**WHAT THIS TASK INVOLVES**
Restate word for word the entries below, starting with the line with "M1596,493L1650,535L1625,566L1572,523Z" and continuing through the line with "M1388,797L1440,839L1413,865L1365,812Z". Include both of those lines and no others.

BEGIN MATERIAL PROVIDED

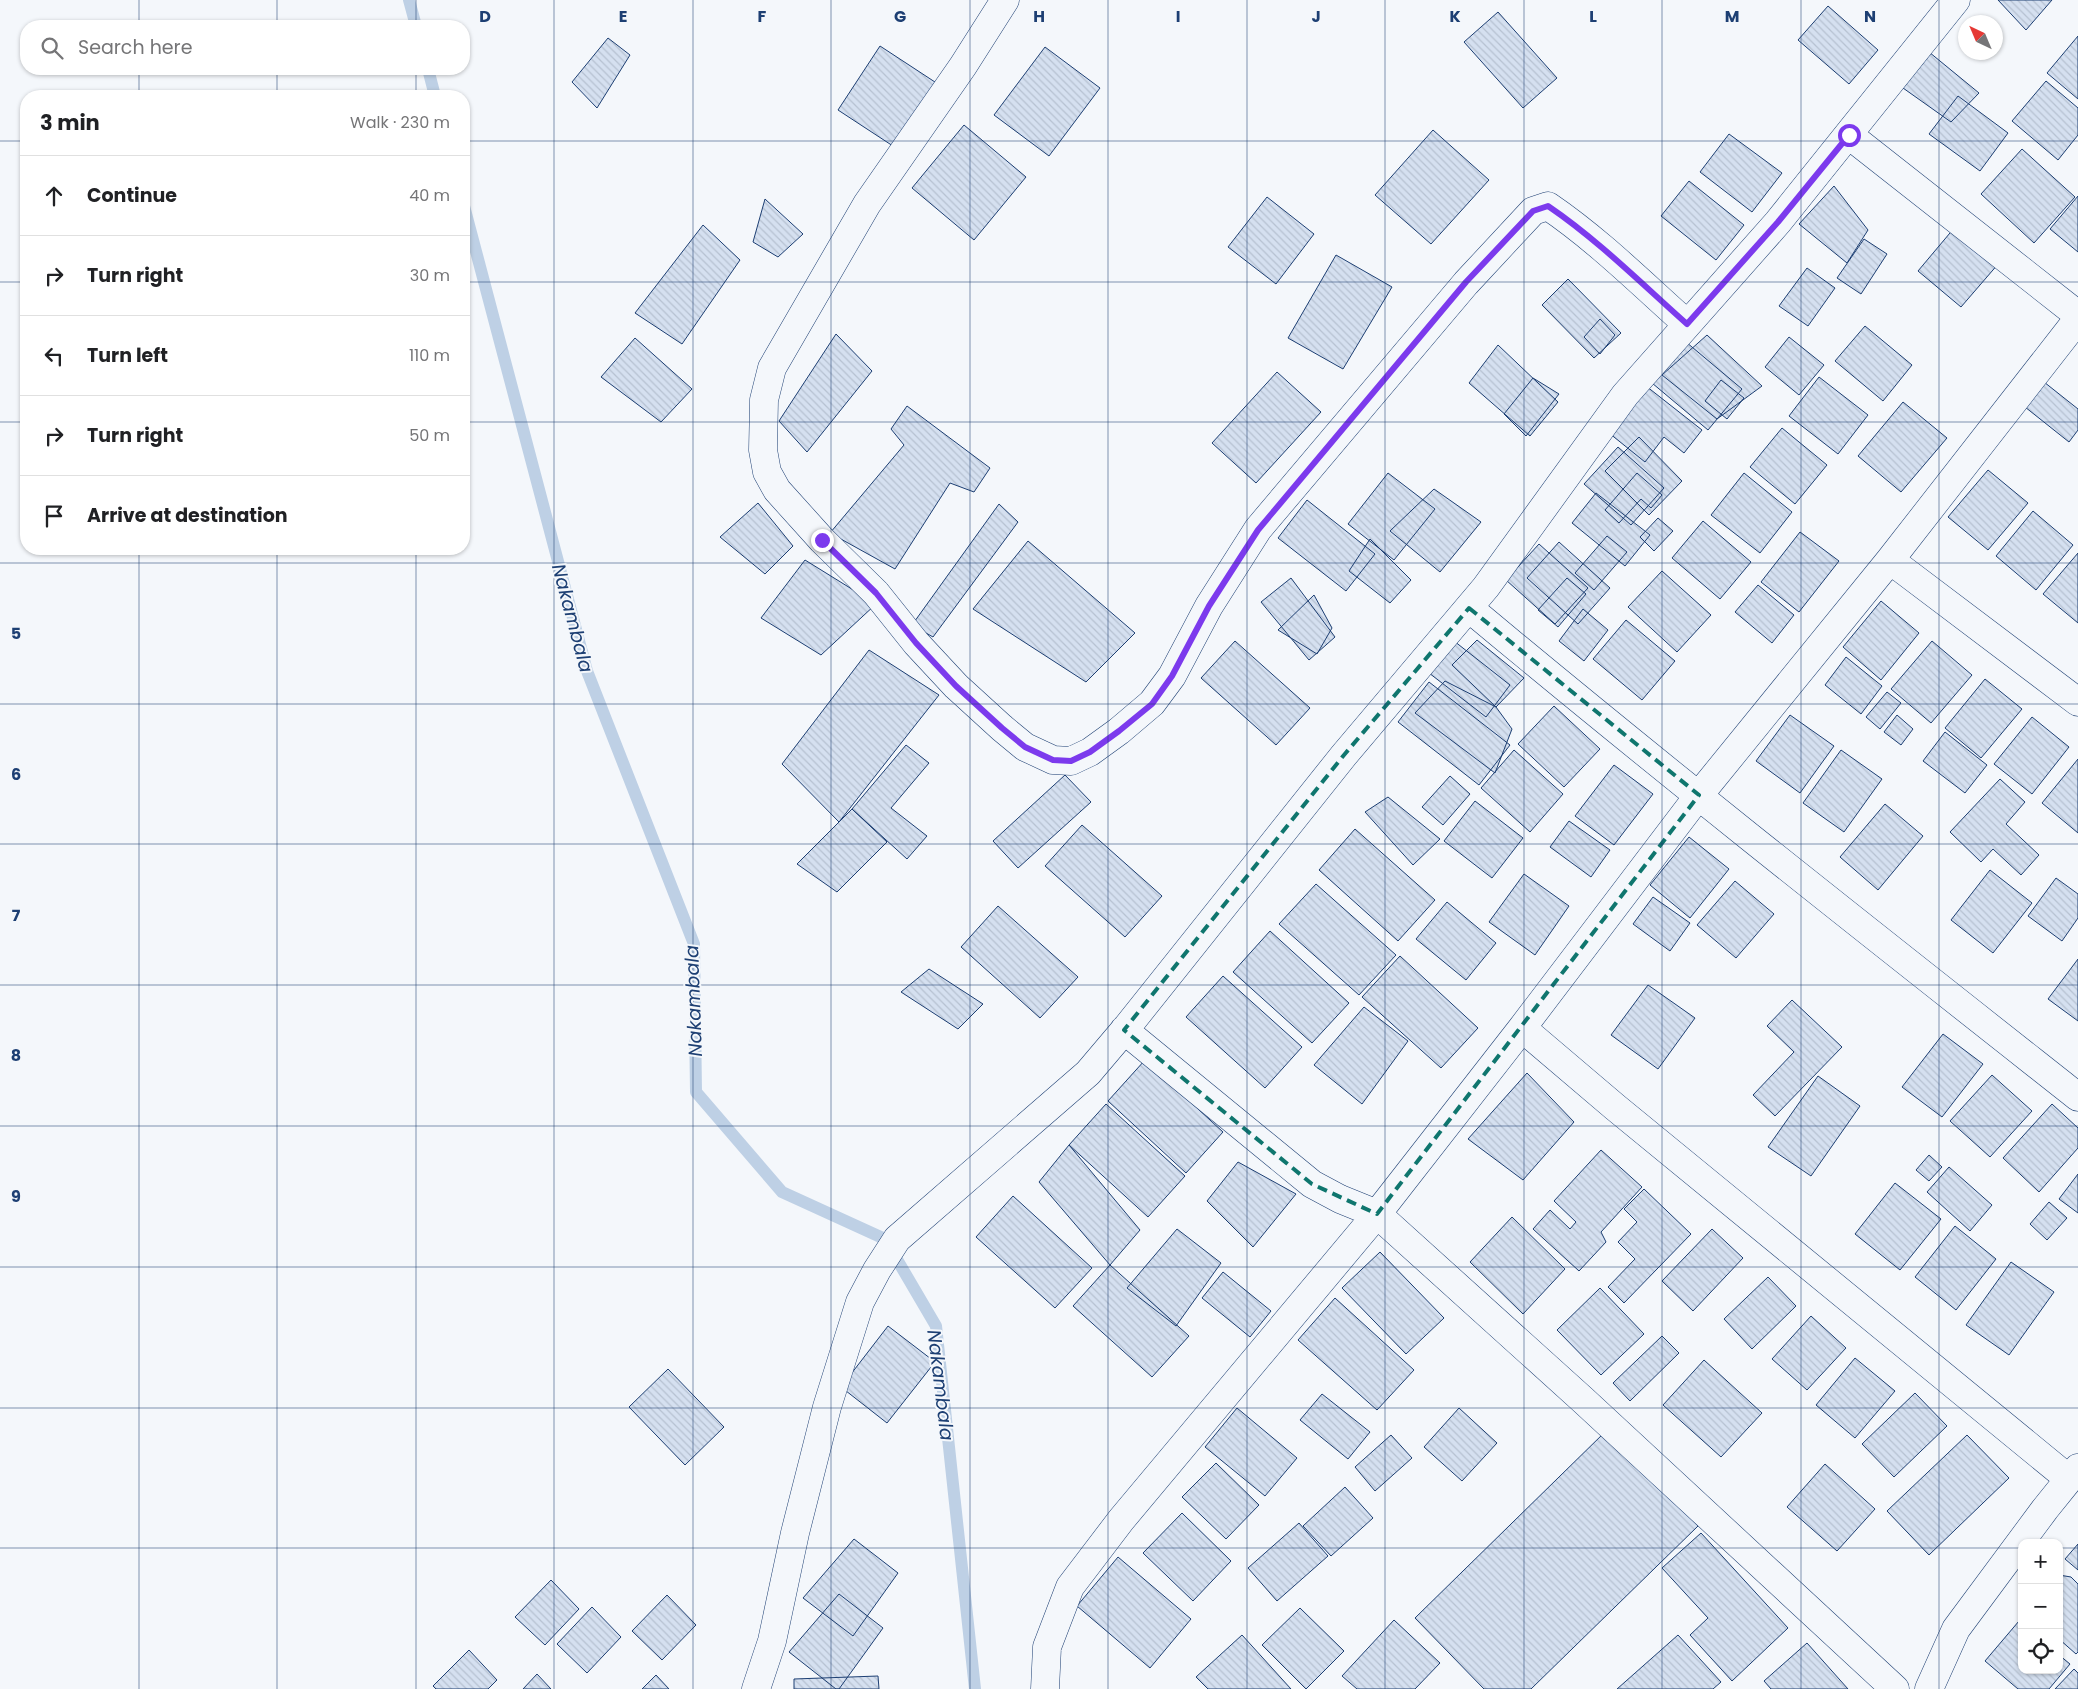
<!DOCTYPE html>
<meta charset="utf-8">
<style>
body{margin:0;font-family:Poppins,sans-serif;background:#f2f2f2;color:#202124}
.controls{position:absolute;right:15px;bottom:15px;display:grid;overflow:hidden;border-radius:10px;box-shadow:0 1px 4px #0004}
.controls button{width:45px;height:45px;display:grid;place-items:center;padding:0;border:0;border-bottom:1px solid #e0e0e0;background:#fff;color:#202124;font:25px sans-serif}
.compass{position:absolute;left:1958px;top:15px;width:45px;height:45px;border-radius:50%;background:#fff;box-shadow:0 1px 4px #0004;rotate:316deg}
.stop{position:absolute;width:15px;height:15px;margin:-11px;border:4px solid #7c3aed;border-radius:50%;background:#fff}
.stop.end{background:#7c3aed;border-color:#fff;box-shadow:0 1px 5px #0008}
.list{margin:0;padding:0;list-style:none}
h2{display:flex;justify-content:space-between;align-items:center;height:65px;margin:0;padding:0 20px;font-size:21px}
h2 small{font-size:16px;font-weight:400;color:#757577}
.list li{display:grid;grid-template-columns:32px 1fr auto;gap:15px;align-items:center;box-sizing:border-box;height:80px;padding:0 20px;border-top:1px solid #e0e0e0}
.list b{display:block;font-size:19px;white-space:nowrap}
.list em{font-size:16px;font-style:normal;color:#757577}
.icon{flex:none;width:28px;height:28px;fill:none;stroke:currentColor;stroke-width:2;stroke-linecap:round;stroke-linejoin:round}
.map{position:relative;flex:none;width:2078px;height:1689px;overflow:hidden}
.search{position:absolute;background:#fff;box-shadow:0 1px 4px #0004;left:20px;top:20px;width:450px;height:55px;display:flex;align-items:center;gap:12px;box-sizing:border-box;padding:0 18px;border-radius:20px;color:#757577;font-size:19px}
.panel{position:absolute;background:#fff;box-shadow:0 1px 4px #0004;left:20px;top:90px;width:450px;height:465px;border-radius:20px}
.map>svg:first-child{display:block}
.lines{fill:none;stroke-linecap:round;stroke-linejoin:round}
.stream{stroke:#bed0e5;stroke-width:12}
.building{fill:url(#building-back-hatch);stroke:#1d3f73}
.minor-casing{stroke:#1d3f73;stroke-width:29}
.minor{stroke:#f4f7fb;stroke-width:28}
.route{stroke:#7c3aed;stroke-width:6}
.marked{fill:none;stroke:#0f766e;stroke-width:4;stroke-dasharray:10 6;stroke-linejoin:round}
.grid{fill:none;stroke:#1d3f73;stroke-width:1;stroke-opacity:0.55}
.labels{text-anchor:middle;stroke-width:4;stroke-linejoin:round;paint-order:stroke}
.water-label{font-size:19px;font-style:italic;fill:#1d3f73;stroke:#f4f7fb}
.grid-label{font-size:16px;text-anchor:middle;font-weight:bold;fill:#1d3f73;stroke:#f4f7fb;stroke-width:4;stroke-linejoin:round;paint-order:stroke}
</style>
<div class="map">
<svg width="2078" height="1689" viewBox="0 0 2078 1689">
<defs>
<pattern id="building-back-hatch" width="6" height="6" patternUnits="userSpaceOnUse" patternTransform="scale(1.25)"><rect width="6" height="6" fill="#d5e0f0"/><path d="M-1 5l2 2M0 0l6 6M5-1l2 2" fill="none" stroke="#b6c1d1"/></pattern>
</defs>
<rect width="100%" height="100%" fill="#f4f7fb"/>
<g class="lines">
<!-- stream -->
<path class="stream" d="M409,0L416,26
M428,69L435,96
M464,206L587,671L694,944L696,1092L782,1192L885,1239L936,1326L975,1689"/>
</g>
<!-- building -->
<path class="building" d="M1998,0H2052L2026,30Z
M1828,6L1878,50L1849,84L1798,40Z
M1498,12L1557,78L1523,108L1464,42Z
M2078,36V99L2047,73Z
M608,38L630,55L597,108L572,82Z
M880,46L938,84L896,148L838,110Z
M1045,47L1100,88L1049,156L994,115Z
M1929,52L1979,93L1951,122L1903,88Z
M2046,81L2078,108V135L2058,160L2012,121Z
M1958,96L2008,133L1980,171L1929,134Z
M964,125L1026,177L974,240L912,188Z
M1433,130L1489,180L1431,244L1375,195Z
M1729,134L1782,173L1752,212L1700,172Z
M2022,149L2075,197L2034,243L1981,194Z
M1689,181L1744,225L1716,260L1661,216Z
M1834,186L1868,230L1847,263L1799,224Z
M2078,196V252L2050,229Z
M1267,197L1314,234L1276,284L1228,247Z
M765,199L803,234L778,257L753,242Z
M703,225L740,260L682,344L635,313Z
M1955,227L1999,263L1961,307L1918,271Z
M1864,239L1887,254L1861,294L1837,278Z
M1336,255L1392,287L1343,369L1288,338Z
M1807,268L1835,288L1808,326L1779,306Z
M1568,279L1621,333L1594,358L1542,305Z
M1600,319L1615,335L1600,354L1584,337Z
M1865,326L1912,365L1883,401L1835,361Z
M836,334L872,371L807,452L779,421Z
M1707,335L1762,386L1717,419L1662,375Z
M1789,337L1824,365L1799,395L1765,367Z
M635,338L692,389L661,422L601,377Z
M1686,342L1742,389L1708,430L1652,383Z
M1498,345L1558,402L1530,436L1469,383Z
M1277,372L1321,412L1256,483L1212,443Z
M1819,377L1868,415L1838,454L1789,416Z
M1533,378L1559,394L1526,436L1504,414Z
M1721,380L1744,398L1727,419L1705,401Z
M2044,382L2078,409V430L2069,442L2025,407Z
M1646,386L1702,430L1684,453L1664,437L1645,462L1609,433Z
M1903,402L1947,438L1901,492L1858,456Z
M907,406L990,468L974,492L950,483L895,569L830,533L904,445L891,429Z
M1782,428L1827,465L1795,504L1750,467Z
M1639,437L1682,481L1649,515L1605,471Z
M1618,447L1664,488L1631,525L1584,484Z
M1988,470L2028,503L1988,550L1948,517Z
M1388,473L1435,509L1394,560L1348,524Z
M1637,473L1662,495L1651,508L1641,499L1619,523L1605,510Z
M1744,473L1792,512L1760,553L1711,515Z
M1434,489L1481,522L1440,572L1390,531Z
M1596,493L1650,535L1625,566L1572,523Z
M1307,500L1375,554L1346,591L1278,538Z
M758,503L793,546L765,574L720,537Z
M999,504L1018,522L933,637L912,625Z
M2033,511L2073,545L2036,590L1996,556Z
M1658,518L1673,531L1654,551L1640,537Z
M1703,521L1751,562L1720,599L1672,558Z
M1800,532L1839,561L1799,612L1761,582Z
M1607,536L1627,552L1594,590L1575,573Z
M1370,539L1411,580L1390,603L1349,571Z
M1028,541L1135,633L1086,682L973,609Z
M1559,542L1610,588L1578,624L1527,578Z
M1539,544L1588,588L1555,624L1506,580Z
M2078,553V623L2043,594Z
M805,560L876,604L821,655L761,618Z
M1662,571L1711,615L1677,652L1628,607Z
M1291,578L1335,637L1309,660L1261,602Z
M1567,578L1586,594L1558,627L1538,610Z
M1758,585L1794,615L1772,643L1735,612Z
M1314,595L1332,628L1317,654L1278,630Z
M1881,601L1919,633L1881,680L1843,647Z
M1583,609L1608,630L1584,661L1559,641Z
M1626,620L1675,661L1642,700L1593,659Z
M1477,640L1524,678L1496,707L1452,665Z
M1235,641L1310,708L1276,745L1201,678Z
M1454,641L1510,685L1486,717L1429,673Z
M1932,641L1972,675L1931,723L1891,689Z
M869,650L939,695L839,822L782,764Z
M1846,657L1882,686L1861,714L1825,685Z
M1985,679L2022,709L1981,758L1945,728Z
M1445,681L1496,707L1512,729L1495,773L1415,713Z
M1429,682L1510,745L1479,785L1398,722Z
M1887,692L1901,703L1880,729L1866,717Z
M1554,706L1600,749L1564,787L1518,744Z
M1790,715L1834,746L1800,793L1756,761Z
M1897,715L1913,729L1901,745L1884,732Z
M2032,717L2069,747L2032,794L1994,764Z
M1945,732L1987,765L1965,793L1923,761Z
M906,745L929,763L891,808L927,836L907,859L852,809Z
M1514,750L1563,794L1530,832L1481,788Z
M1841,750L1882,779L1844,832L1803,803Z
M2078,759V833L2042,803Z
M1614,765L1653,794L1614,845L1575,816Z
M1065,775L1091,802L1018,868L993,841Z
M1450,776L1470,794L1443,825L1422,807Z
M2000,779L2025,802L2006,824L2039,855L2021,875L1993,849L1981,862L1950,832Z
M1388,797L1440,839L1413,865L1365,812Z
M1475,801L1523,838L1492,878L1444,841Z
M1885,804L1923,836L1878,890L1840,857Z
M852,809L887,842L837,892L797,864Z
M1569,821L1610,850L1591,877L1550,847Z
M1082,825L1162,896L1125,937L1045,866Z
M1355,829L1435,900L1398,941L1319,870Z
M1689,837L1729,869L1690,918L1650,885Z
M1990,870L2032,903L1993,953L1951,920Z
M1524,874L1569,906L1535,955L1489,922Z
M2056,878L2078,894V918L2062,941L2028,916Z
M1735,881L1774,914L1736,958L1697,925Z
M1316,884L1396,955L1359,995L1279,924Z
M1653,897L1690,923L1670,951L1633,924Z
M1447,902L1496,943L1466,980L1416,939Z
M998,906L1078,977L1040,1018L961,947Z
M1270,931L1349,1003L1312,1043L1233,972Z
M1400,956L1478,1028L1441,1068L1362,997Z
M2078,959V1021L2048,999Z
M929,969L983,1004L958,1029L901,992Z
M1223,976L1302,1047L1265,1088L1186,1017Z
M1648,985L1695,1018L1658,1069L1611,1035Z
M1792,1000L1842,1047L1775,1116L1753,1095L1794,1052L1767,1026Z
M1364,1007L1408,1041L1362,1104L1314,1065Z
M1943,1034L1983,1064L1942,1117L1902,1087Z
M1145,1060L1223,1132L1186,1173L1108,1101Z
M1527,1073L1574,1122L1523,1180L1468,1139Z
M1992,1075L2032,1111L1990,1157L1950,1121Z
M1818,1076L1860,1106L1811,1176L1768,1147Z
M1106,1104L1185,1176L1148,1217L1069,1145Z
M2052,1104L2078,1128V1148L2039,1192L2003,1158Z
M1069,1145L1140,1230L1110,1265L1039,1182Z
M1601,1150L1642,1187L1601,1232L1606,1242L1579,1271L1533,1229L1550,1210L1570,1229L1576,1222L1554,1201Z
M1929,1155L1942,1167L1929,1181L1916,1170Z
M1238,1162L1296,1194L1253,1247L1207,1201Z
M1949,1167L1992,1205L1970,1231L1927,1192Z
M2078,1174V1213L2059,1199Z
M1895,1183L1941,1219L1900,1270L1855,1234Z
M1644,1189L1691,1234L1624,1303L1608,1287L1635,1259L1618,1242L1637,1222L1624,1209Z
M1013,1196L1092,1268L1055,1308L976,1237Z
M2049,1202L2067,1218L2047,1240L2030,1224Z
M1512,1217L1565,1269L1523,1314L1470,1262Z
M1955,1226L1996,1259L1956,1310L1915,1277Z
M1177,1229L1221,1263L1176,1326L1127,1288Z
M1712,1229L1743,1258L1693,1311L1662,1281Z
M1380,1252L1444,1318L1406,1354L1342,1288Z
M2011,1262L2054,1292L2009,1355L1966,1325Z
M1110,1265L1189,1336L1152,1377L1073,1306Z
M1223,1272L1271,1311L1250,1337L1202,1298Z
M1768,1277L1796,1306L1752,1349L1724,1319Z
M1600,1288L1644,1334L1601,1375L1557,1330Z
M1335,1298L1414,1370L1377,1410L1298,1340Z
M1811,1316L1846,1348L1807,1390L1772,1359Z
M888,1326L935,1362L887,1423L841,1387Z
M1662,1336L1679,1353L1630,1401L1613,1383Z
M1855,1358L1895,1391L1855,1438L1816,1405Z
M1704,1360L1762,1413L1721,1457L1663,1405Z
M668,1369L724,1427L685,1465L629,1407Z
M1915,1393L1947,1426L1894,1477L1862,1444Z
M1322,1394L1370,1432L1348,1459L1300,1420Z
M1237,1408L1297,1458L1265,1496L1205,1447Z
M1459,1408L1497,1443L1462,1481L1424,1447Z
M1606,1431L1698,1526L1531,1689H1484L1415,1618Z
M1391,1435L1412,1458L1375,1491L1355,1467Z
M1967,1435L2009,1478L1929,1555L1887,1511Z
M1216,1463L1259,1505L1226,1539L1182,1497Z
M1825,1464L1875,1509L1837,1551L1787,1507Z
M1345,1487L1373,1518L1331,1556L1303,1526Z
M1182,1513L1231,1561L1193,1601L1143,1553Z
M1299,1523L1328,1556L1277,1601L1248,1568Z
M1701,1533L1788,1628L1732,1681L1690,1635L1708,1618L1662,1568Z
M854,1539L898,1573L853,1636L803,1598Z
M2078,1544V1570L2065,1559Z
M1118,1557L1191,1619L1150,1668L1077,1606Z
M2059,1575L2071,1577L2078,1584V1652L2076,1654L2059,1639Z
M551,1580L579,1609L545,1645L515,1617Z
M839,1594L883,1628L839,1689H836L789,1652Z
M667,1595L696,1625L662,1660L632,1631Z
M592,1607L621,1637L587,1673L557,1644Z
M1300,1608L1344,1651L1306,1689L1262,1645Z
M1394,1620L1440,1663L1415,1689H1357L1342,1676Z
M2019,1621L2022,1623V1670H2059V1655L2070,1664L2049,1689H2018L1985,1661Z
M1242,1635L1291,1689H1208L1196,1677Z
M1678,1635L1721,1682L1713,1689H1617Z
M1807,1643L1848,1689H1771L1764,1681Z
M469,1650L497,1680L488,1689H436L433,1686Z
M2074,1669L2078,1673V1689H2055Z
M537,1674L551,1689H523Z
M656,1675L669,1689H642Z
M878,1676L879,1689H794V1679Z"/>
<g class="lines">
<defs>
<path id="minor" d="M1005,0L963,66L867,204L772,368L764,400L763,450L767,472L777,490L822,540L876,593L916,643L956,686L1002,728L1025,747L1053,760L1071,761L1090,752L1119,731L1152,703L1172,676L1209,606L1258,529L1466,283L1533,211L1548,206C1598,240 1642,284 1687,324
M1849,135L2078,315
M1890,560L2078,702
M1469,608C1669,775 1874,936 2078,1097
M1522,1028L1615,1107L2069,1479
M1124,1030L1312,1184L1340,1199L1377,1214L1583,1400L1895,1689
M756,1689L772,1641L795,1533L827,1407L860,1302L877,1270L897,1239L1088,1073L1127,1027L1344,755L1486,587L1625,395L1778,222L1956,0
M1045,1689L1047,1647L1070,1587L1121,1520L1377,1214L1522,1028L1699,795L1890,560L2078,319
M1929,1689L1956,1629L2045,1509L2078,1468"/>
</defs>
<!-- minor casing -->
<use href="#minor" class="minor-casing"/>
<!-- minor -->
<use href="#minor" class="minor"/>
</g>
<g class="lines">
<!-- route -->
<path class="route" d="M822,540L876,593L916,643L956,686L1002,728L1025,747L1053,760L1071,761L1090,752L1119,731L1152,704L1172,676L1209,606L1258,530L1466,282L1533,211L1548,206C1598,240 1642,284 1687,324L1778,222L1849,135"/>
</g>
<!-- marked area -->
<path class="marked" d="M1469,608L1699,795L1377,1214L1312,1184L1124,1030L1344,755Z"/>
<!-- grid -->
<path class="grid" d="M139,0V26M277,0V26M416,0V26M554,0V1689M693,0V1689M831,0V1689M970,0V1689M1108,0V1689M1247,0V1689M1385,0V1689M1524,0V1689M1662,0V1689M1801,0V1689M1939,0V1689M139,69V96M277,69V96M416,69V96M0,141H26M464,141H2078M0,282H26M464,282H2078M0,422H26M464,422H2078M139,549V1689M277,549V1689M416,549V1689M0,563H2078M0,704H2078M0,844H2078M0,985H2078M0,1126H2078M0,1267H2078M0,1408H2078M0,1548H2022M2059,1548H2078"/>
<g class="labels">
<!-- water labels -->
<g class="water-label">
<text transform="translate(573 618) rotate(75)" y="7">Nakambala</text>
<text transform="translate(693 1001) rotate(-92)" y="7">Nakambala</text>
<text transform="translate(941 1385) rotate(83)" y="7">Nakambala</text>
</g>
</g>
<g class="grid-label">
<text x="485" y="22">D</text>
<text x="623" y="22">E</text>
<text x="762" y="22">F</text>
<text x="900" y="22">G</text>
<text x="1039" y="22">H</text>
<text x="1178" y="22">I</text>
<text x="1316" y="22">J</text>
<text x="1455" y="22">K</text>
<text x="1593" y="22">L</text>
<text x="1732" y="22">M</text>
<text x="1870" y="22">N</text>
<text x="16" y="639">5</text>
<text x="16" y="780">6</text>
<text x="16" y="921">7</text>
<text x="16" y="1061">8</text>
<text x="16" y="1202">9</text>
</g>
</svg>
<div class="controls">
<button>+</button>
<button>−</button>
<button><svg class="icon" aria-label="locate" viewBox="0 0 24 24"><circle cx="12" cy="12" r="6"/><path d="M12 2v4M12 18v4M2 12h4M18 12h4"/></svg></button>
</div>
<svg class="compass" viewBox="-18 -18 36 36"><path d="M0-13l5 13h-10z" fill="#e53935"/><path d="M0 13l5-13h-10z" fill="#757577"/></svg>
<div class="stop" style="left:1849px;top:135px"></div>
<div class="stop end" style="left:822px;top:540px"></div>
<div class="search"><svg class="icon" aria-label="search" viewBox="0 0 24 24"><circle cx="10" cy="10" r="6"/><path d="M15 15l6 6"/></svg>Search here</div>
<section class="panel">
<h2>3 min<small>Walk · 230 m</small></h2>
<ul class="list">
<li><svg class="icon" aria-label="ahead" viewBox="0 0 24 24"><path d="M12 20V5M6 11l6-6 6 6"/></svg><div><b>Continue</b></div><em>40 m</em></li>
<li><svg class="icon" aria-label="right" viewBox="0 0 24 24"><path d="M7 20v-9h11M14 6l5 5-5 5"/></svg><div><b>Turn right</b></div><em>30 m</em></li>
<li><svg class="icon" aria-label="left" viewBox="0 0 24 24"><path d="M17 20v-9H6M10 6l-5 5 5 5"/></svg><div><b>Turn left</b></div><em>110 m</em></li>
<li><svg class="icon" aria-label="right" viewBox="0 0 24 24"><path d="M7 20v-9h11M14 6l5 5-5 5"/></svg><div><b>Turn right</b></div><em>50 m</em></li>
<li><svg class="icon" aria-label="arrive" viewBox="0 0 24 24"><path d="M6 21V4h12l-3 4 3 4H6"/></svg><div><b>Arrive at destination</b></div></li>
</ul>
</section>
</div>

END MATERIAL PROVIDED

**RESPONSE AREA**
M1596,493L1650,535L1625,566L1572,523Z
M1307,500L1375,554L1346,591L1278,538Z
M758,503L793,546L765,574L720,537Z
M999,504L1018,522L933,637L912,625Z
M2033,511L2073,545L2036,590L1996,556Z
M1658,518L1673,531L1654,551L1640,537Z
M1703,521L1751,562L1720,599L1672,558Z
M1800,532L1839,561L1799,612L1761,582Z
M1607,536L1627,552L1594,590L1575,573Z
M1370,539L1411,580L1390,603L1349,571Z
M1028,541L1135,633L1086,682L973,609Z
M1559,542L1610,588L1578,624L1527,578Z
M1539,544L1588,588L1555,624L1506,580Z
M2078,553V623L2043,594Z
M805,560L876,604L821,655L761,618Z
M1662,571L1711,615L1677,652L1628,607Z
M1291,578L1335,637L1309,660L1261,602Z
M1567,578L1586,594L1558,627L1538,610Z
M1758,585L1794,615L1772,643L1735,612Z
M1314,595L1332,628L1317,654L1278,630Z
M1881,601L1919,633L1881,680L1843,647Z
M1583,609L1608,630L1584,661L1559,641Z
M1626,620L1675,661L1642,700L1593,659Z
M1477,640L1524,678L1496,707L1452,665Z
M1235,641L1310,708L1276,745L1201,678Z
M1454,641L1510,685L1486,717L1429,673Z
M1932,641L1972,675L1931,723L1891,689Z
M869,650L939,695L839,822L782,764Z
M1846,657L1882,686L1861,714L1825,685Z
M1985,679L2022,709L1981,758L1945,728Z
M1445,681L1496,707L1512,729L1495,773L1415,713Z
M1429,682L1510,745L1479,785L1398,722Z
M1887,692L1901,703L1880,729L1866,717Z
M1554,706L1600,749L1564,787L1518,744Z
M1790,715L1834,746L1800,793L1756,761Z
M1897,715L1913,729L1901,745L1884,732Z
M2032,717L2069,747L2032,794L1994,764Z
M1945,732L1987,765L1965,793L1923,761Z
M906,745L929,763L891,808L927,836L907,859L852,809Z
M1514,750L1563,794L1530,832L1481,788Z
M1841,750L1882,779L1844,832L1803,803Z
M2078,759V833L2042,803Z
M1614,765L1653,794L1614,845L1575,816Z
M1065,775L1091,802L1018,868L993,841Z
M1450,776L1470,794L1443,825L1422,807Z
M2000,779L2025,802L2006,824L2039,855L2021,875L1993,849L1981,862L1950,832Z
M1388,797L1440,839L1413,865L1365,812Z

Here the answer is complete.